RECORDS FOR THE EXERCISE →
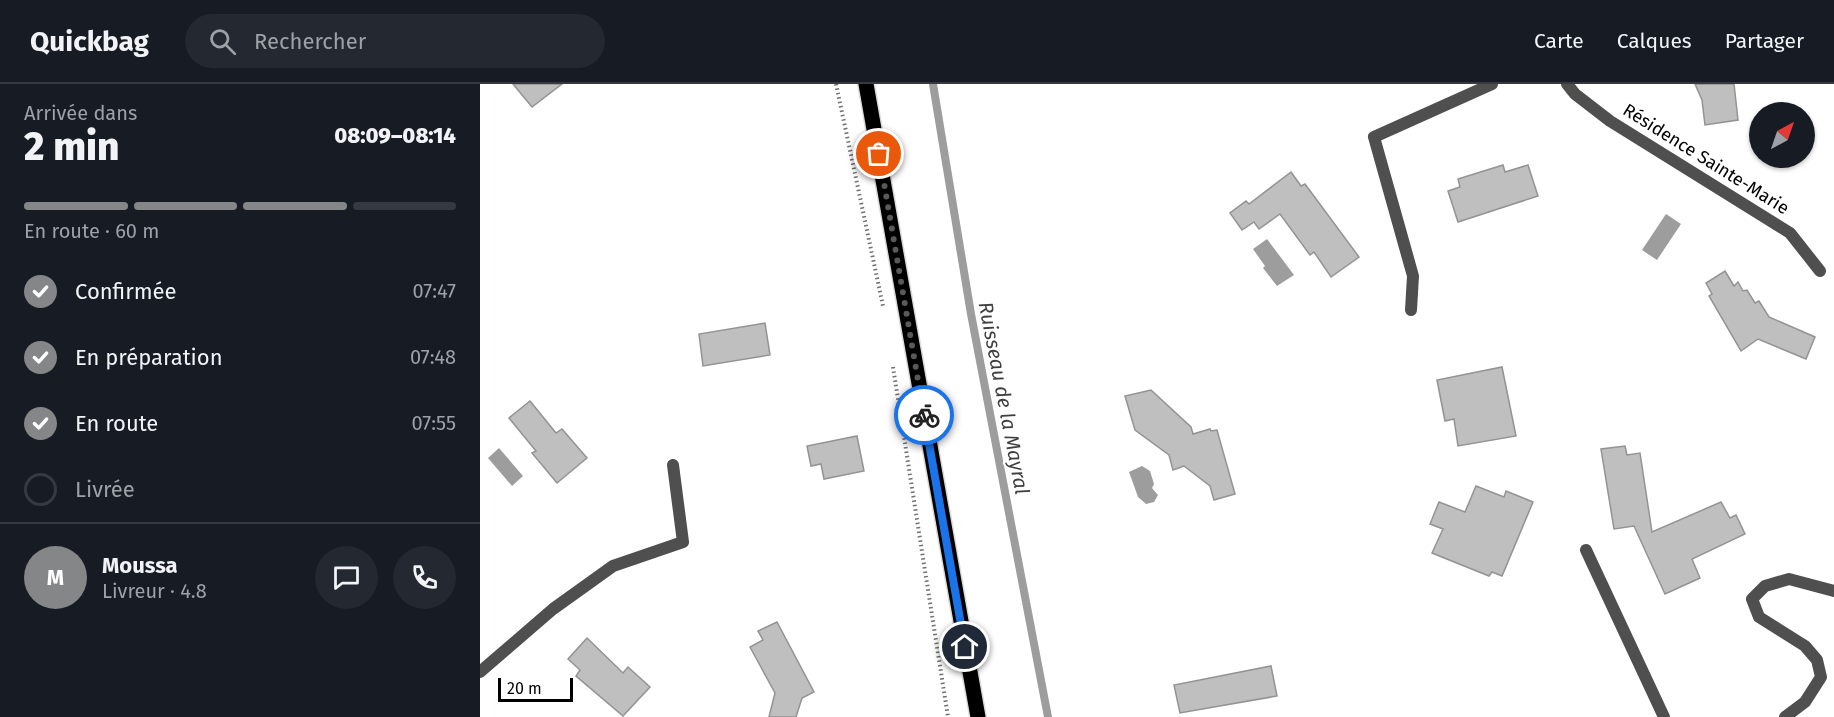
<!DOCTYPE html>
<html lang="fr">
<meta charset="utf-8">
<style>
body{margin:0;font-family:"Fira Sans",sans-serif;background:#242831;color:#f1f3f6;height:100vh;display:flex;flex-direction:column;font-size:22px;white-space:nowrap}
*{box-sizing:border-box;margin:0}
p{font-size:20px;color:#9ea1a6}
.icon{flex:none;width:33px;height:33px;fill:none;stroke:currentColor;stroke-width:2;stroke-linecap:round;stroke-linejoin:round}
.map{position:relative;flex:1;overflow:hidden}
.details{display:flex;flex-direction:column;background:#171b24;width:480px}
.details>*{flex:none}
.needle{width:39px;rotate:40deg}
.controls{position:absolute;left:1269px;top:18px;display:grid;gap:12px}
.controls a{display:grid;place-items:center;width:66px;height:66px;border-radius:50%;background:#171b24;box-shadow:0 2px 4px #0004;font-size:30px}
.scale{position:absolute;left:18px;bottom:15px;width:75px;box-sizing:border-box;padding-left:6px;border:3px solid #000;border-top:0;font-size:16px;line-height:21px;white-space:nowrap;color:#000;-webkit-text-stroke:4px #fff;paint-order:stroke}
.pin{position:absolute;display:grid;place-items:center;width:51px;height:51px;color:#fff;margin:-26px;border:3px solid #fff;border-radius:50%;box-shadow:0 2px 6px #0007}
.courier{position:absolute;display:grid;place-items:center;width:60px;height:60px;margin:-30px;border:4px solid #1a73e8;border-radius:50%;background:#fff;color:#222;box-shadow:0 2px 8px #0007}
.head em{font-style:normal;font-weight:800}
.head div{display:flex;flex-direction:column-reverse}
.head{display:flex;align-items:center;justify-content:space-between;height:102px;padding:0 24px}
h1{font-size:39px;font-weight:800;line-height:45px}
.bar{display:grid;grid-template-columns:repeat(4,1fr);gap:9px 6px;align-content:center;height:72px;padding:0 24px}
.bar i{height:8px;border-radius:4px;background:#363941}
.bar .on{background:#858687}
.bar p{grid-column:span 4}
.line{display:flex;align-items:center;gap:15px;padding:0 24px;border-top:2px solid #363941}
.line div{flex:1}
.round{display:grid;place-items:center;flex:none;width:63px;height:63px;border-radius:32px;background:#242831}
ol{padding:0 24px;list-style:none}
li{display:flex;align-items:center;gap:18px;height:66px}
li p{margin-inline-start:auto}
li .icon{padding:6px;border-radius:50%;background:#858687;color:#fff;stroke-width:4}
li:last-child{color:#9ea1a6}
li i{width:33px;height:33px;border:3px solid #363941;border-radius:50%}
header{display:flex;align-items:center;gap:36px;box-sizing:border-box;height:84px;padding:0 30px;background:#171b24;border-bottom:2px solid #363941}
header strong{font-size:28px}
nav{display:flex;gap:33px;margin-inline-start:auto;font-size:21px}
.search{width:420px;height:54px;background:#242831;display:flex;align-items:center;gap:15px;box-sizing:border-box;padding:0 21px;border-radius:33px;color:#9ea1a6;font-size:22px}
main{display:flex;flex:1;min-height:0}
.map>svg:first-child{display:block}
.water{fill:#9d9d9d}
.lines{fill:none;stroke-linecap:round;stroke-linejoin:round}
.stream{stroke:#9d9d9d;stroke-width:8}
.building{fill:#bfbfbf;stroke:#939393;stroke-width:1.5}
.primary-casing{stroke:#dbdbdb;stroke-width:18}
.path{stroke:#717171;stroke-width:4;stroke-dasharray:1.5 3;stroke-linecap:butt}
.service{stroke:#4f4f4f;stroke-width:12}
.minor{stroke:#4f4f4f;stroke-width:12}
.primary{stroke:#000;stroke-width:15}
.done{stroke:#595959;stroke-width:6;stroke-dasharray:0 10.8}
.route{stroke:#1a73e8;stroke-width:8}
.labels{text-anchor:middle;stroke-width:4.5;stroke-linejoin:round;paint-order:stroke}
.street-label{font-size:18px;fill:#000;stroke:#fff}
.water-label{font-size:20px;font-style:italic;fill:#3e3e3e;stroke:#fff}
</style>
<header>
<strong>Quickbag</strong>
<div class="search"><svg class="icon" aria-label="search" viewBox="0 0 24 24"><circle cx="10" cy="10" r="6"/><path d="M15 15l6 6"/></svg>Rechercher</div>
<nav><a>Carte</a><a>Calques</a><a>Partager</a></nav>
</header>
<main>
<section class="details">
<div class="head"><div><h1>2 min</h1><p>Arrivée dans</p></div><em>08:09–08:14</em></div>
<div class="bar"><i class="on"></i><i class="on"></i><i class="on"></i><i></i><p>En route · 60 m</p></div>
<ol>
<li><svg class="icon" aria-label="check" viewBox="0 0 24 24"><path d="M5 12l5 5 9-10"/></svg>Confirmée<p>07:47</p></li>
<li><svg class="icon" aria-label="check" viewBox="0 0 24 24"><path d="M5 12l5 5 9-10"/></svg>En préparation<p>07:48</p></li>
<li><svg class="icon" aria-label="check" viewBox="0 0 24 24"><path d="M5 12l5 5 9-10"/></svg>En route<p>07:55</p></li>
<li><i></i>Livrée</li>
</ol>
<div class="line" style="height:108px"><b class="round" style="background:#858687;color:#fff">M</b><div><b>Moussa</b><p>Livreur · 4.8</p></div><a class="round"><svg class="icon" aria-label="chat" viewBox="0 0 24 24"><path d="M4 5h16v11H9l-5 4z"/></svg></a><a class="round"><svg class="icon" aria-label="phone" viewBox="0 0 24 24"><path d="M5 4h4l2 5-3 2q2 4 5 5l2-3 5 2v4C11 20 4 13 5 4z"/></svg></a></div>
</section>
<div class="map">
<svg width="1354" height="633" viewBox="0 0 1354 633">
<rect width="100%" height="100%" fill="#fff"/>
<!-- water -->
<g class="water">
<polygon points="1186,130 1201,140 1177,176 1162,166"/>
<polygon points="787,155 814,191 797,202 783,184 785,182 773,165"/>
<polygon points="19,364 43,392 32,402 8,374"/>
<polygon points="662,382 670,387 674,400 672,404 678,411 674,418 666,420 658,413 649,388"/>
</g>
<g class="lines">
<!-- stream -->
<polyline class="stream" points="453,0 491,230 568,633"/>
</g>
<!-- building -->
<g class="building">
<polygon points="33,0 82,0 52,23"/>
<polygon points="1215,0 1254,0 1258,36 1225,41 1222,16"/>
<polygon points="1023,81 1025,88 1048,81 1058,112 978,138 968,107 980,103 978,95"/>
<polygon points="811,88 821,102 825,100 879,173 851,193 834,168 830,171 800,130 779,145 774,138 762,146 750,129 766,117 769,120"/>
<polygon points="1245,187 1254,202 1258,198 1263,207 1267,206 1275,219 1279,217 1289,233 1335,253 1326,275 1278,255 1261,267 1229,212 1232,210 1226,199"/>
<polygon points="285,239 290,271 223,282 219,250"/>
<polygon points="1022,283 1036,352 978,362 974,335 965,337 957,296"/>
<polygon points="671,306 711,343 713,350 730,345 731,347 737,346 755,410 734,416 730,402 704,382 693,386 689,371 655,346 645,312"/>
<polygon points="50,317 76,349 82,345 107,374 77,399 52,369 56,367 29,334"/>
<polygon points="377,352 384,387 344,395 341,380 331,382 327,362"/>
<polygon points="1145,362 1147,371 1160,369 1172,448 1241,418 1250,434 1256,431 1265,450 1212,475 1220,494 1185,510 1154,442 1134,445 1121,365"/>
<polygon points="996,402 1024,413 1026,407 1053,418 1022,492 1012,488 1009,492 952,469 963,445 950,440 959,418 985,428"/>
<polygon points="297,538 334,608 322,614 316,633 289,633 295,609 270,563 283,556 278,547"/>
<polygon points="107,554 143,589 148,583 170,603 143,632 96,592 100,586 88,575"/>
<polygon points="791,582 797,612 700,629 694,601"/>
</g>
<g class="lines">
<defs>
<polyline id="primary" points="386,0 498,633"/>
</defs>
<!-- primary casing -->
<use href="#primary" class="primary-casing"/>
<!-- path -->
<g class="path">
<polyline points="356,0 403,222"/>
<polyline points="413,283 468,633"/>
</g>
<!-- service -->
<g class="service">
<polyline points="1106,466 1184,633"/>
<polyline points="1305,633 1325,618 1341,593 1337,576 1325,562 1279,533 1272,515 1285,502 1309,495 1354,507"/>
</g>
<!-- minor -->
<g class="minor">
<polyline points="1087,0 1095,10 1130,37 1310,149 1340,187"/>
<polyline points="931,226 933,192 894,53 1012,0"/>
<polyline points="0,588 73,525 133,482 203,458 193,381"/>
</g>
<!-- primary -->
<use href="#primary" class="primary"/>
</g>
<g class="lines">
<!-- done -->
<polyline class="done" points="399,70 444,331"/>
<!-- route -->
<polyline class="route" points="444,331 485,563"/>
</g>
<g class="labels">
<!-- street labels -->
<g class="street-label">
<text transform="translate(1226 75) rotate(32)" y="6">Résidence Sainte-Marie</text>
</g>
<!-- water labels -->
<g class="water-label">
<text transform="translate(524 314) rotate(79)" y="7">Ruisseau de la Mayral</text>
</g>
</g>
</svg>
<div class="controls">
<a><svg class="needle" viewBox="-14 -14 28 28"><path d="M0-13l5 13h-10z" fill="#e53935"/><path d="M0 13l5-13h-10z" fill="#9ea1a6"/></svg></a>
</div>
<div class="scale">20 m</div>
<div class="pin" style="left:399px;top:70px;background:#ea580c"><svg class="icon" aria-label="bag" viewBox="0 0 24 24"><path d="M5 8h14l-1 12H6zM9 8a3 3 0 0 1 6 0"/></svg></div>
<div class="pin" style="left:485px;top:563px;background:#1f2937"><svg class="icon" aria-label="home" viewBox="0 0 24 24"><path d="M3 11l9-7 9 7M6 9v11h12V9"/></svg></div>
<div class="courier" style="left:444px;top:331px"><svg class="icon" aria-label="bike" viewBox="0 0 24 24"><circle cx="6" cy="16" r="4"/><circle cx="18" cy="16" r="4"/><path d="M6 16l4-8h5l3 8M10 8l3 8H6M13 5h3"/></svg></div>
</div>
</main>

WORK TO COMPLETE → Where a line of the material holds the word "check", copy that line.

RESULT FOR THIS TASK →
<li><svg class="icon" aria-label="check" viewBox="0 0 24 24"><path d="M5 12l5 5 9-10"/></svg>Confirmée<p>07:47</p></li>
<li><svg class="icon" aria-label="check" viewBox="0 0 24 24"><path d="M5 12l5 5 9-10"/></svg>En préparation<p>07:48</p></li>
<li><svg class="icon" aria-label="check" viewBox="0 0 24 24"><path d="M5 12l5 5 9-10"/></svg>En route<p>07:55</p></li>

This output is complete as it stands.